It is a stunning artistic achievement for someone many had counted out of the game by that point in his career. Unfortunately, it still remains relatively unknown in Bowie's discography. Still, it showed to Bowie devotees who managed to get their hands on a copy that they weren't wrong to stand by their hero.
2003: Bowie's Last Transmission...?
By 2003, Bowie had performed his final reinvention. After delving into industrial, electronica, jungle, and drum and bass music in the late '90s, including tours with Nine Inch Nails and Bowie dressing like some kind of British cyberpunk techno-rebel, Bowie let it all hang out. He stripped away the experimentation and started wearing the stylish three-piece suits he's now known for. He quit hiding his age behind dyed hair and makeup.

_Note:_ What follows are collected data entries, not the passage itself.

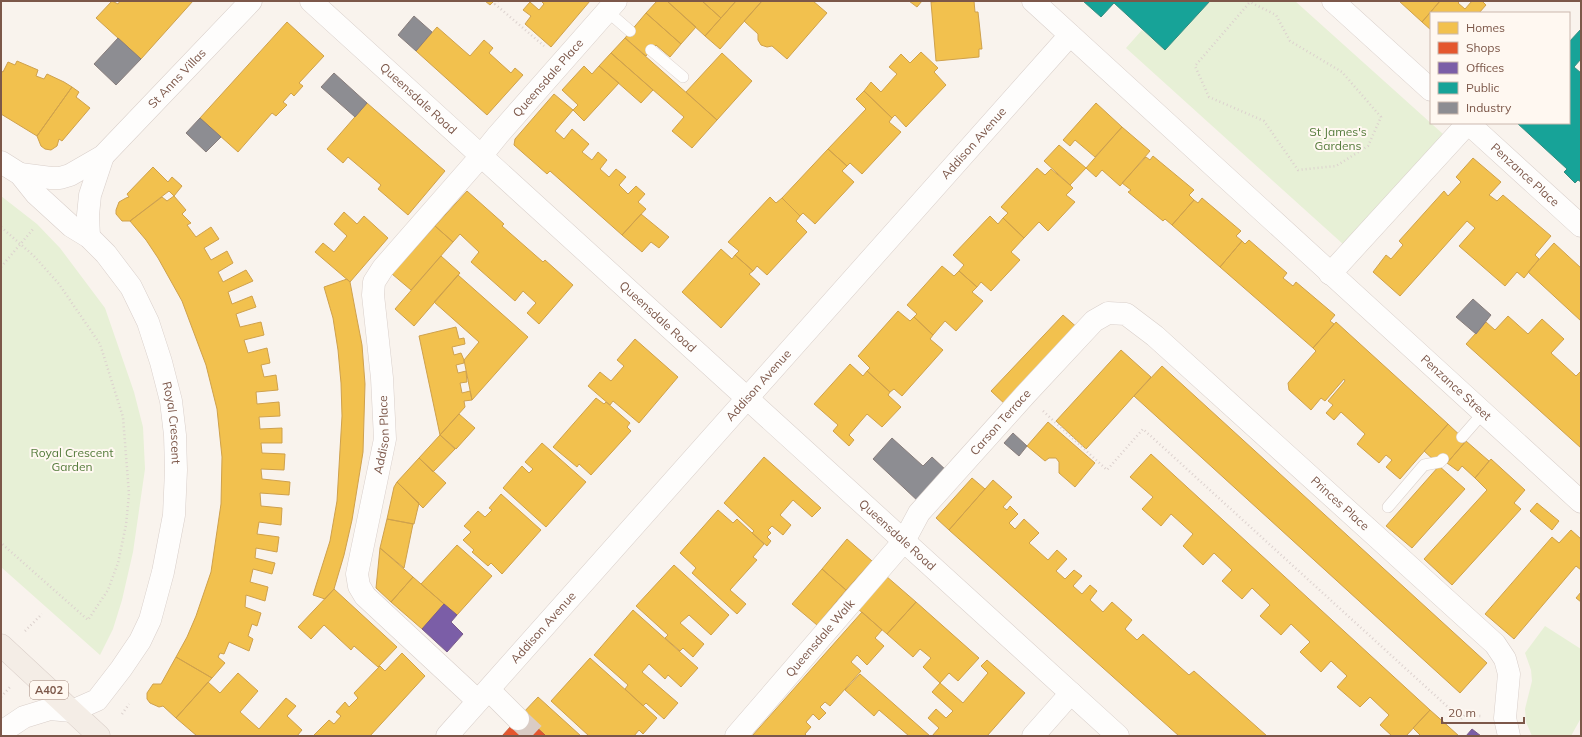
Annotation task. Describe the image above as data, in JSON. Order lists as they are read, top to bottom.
{
  "streets": {
    "main road": ["A402"],
    "street": [
      "St Anns Villas",
      "Queensdale Place",
      "Queensdale Road",
      "Addison Avenue",
      "Penzance Place",
      "Penzance Street",
      "Carson Terrace",
      "Royal Crescent",
      "Addison Place",
      "Princes Place",
      "Queensdale Walk"
    ]
  },
  "crossings": [
    ["St Anns Villas", "Royal Crescent"],
    ["Queensdale Place", "Queensdale Road"],
    ["Queensdale Place", "Addison Place"],
    ["Queensdale Road", "Addison Avenue"],
    ["Queensdale Road", "Carson Terrace"],
    ["Queensdale Road", "Addison Place"],
    ["Queensdale Road", "Queensdale Walk"],
    ["Addison Avenue", "Addison Place"],
    ["Carson Terrace", "Princes Place"],
    ["Carson Terrace", "Queensdale Walk"],
    ["Royal Crescent", "A402"]
  ],
  "parks": ["St James's Gardens", "Royal Crescent Garden"],
  "legend": [
    "Homes",
    "Shops",
    "Offices",
    "Public",
    "Industry"
  ],
  "scale_bar": "20 m"
}
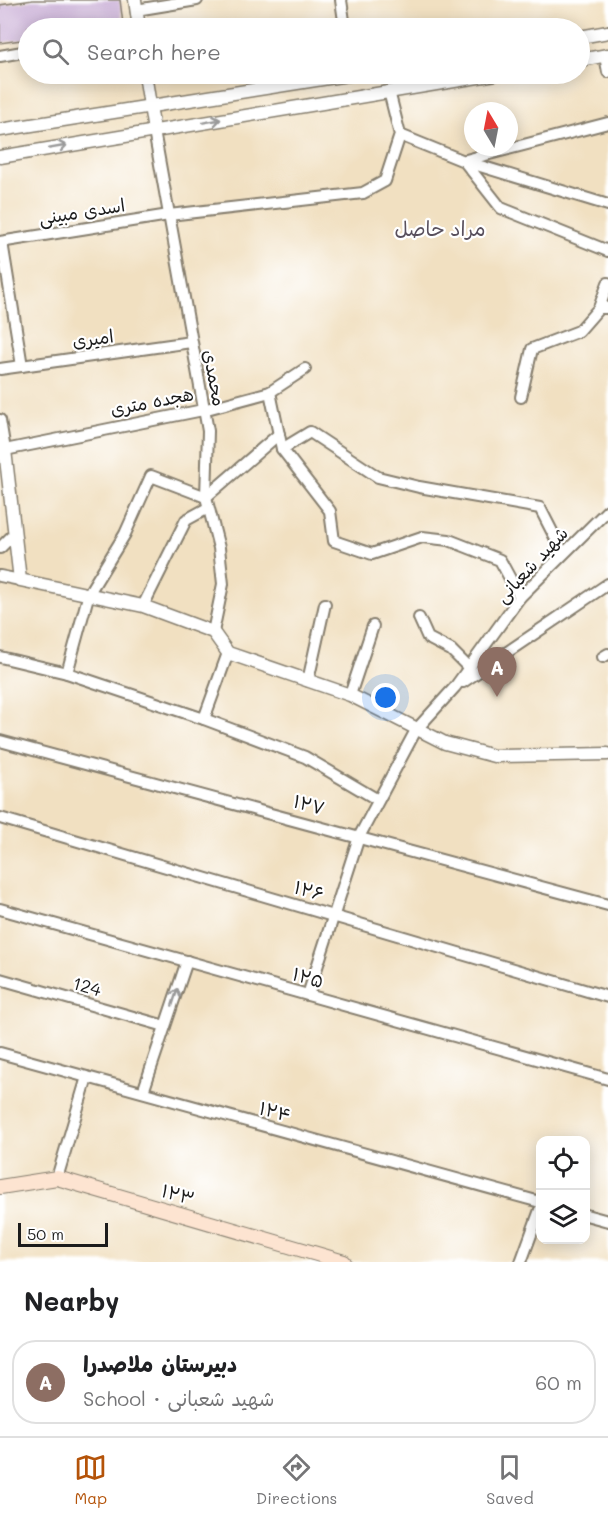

Musically, he moved into a classicist sound, recording good, solid rock music with an indie flavor to it. This was no longer innovative music, but it was the strongest music Bowie had recorded in many years. Two thousand two saw the release of Heathen, featuring covers of the Pixies, a lot of introspection, some harder rock, and a lot of throwbacks to the sound people most loved from him.
Heathen saw Bowie's commercial horizons expanding once again. It was seen as a major comeback, both in terms of sales and critical reception. With the release of the album, Bowie described himself as a "realist" and the songs reflected that newfound attitude of acceptance and forthrightness in his life.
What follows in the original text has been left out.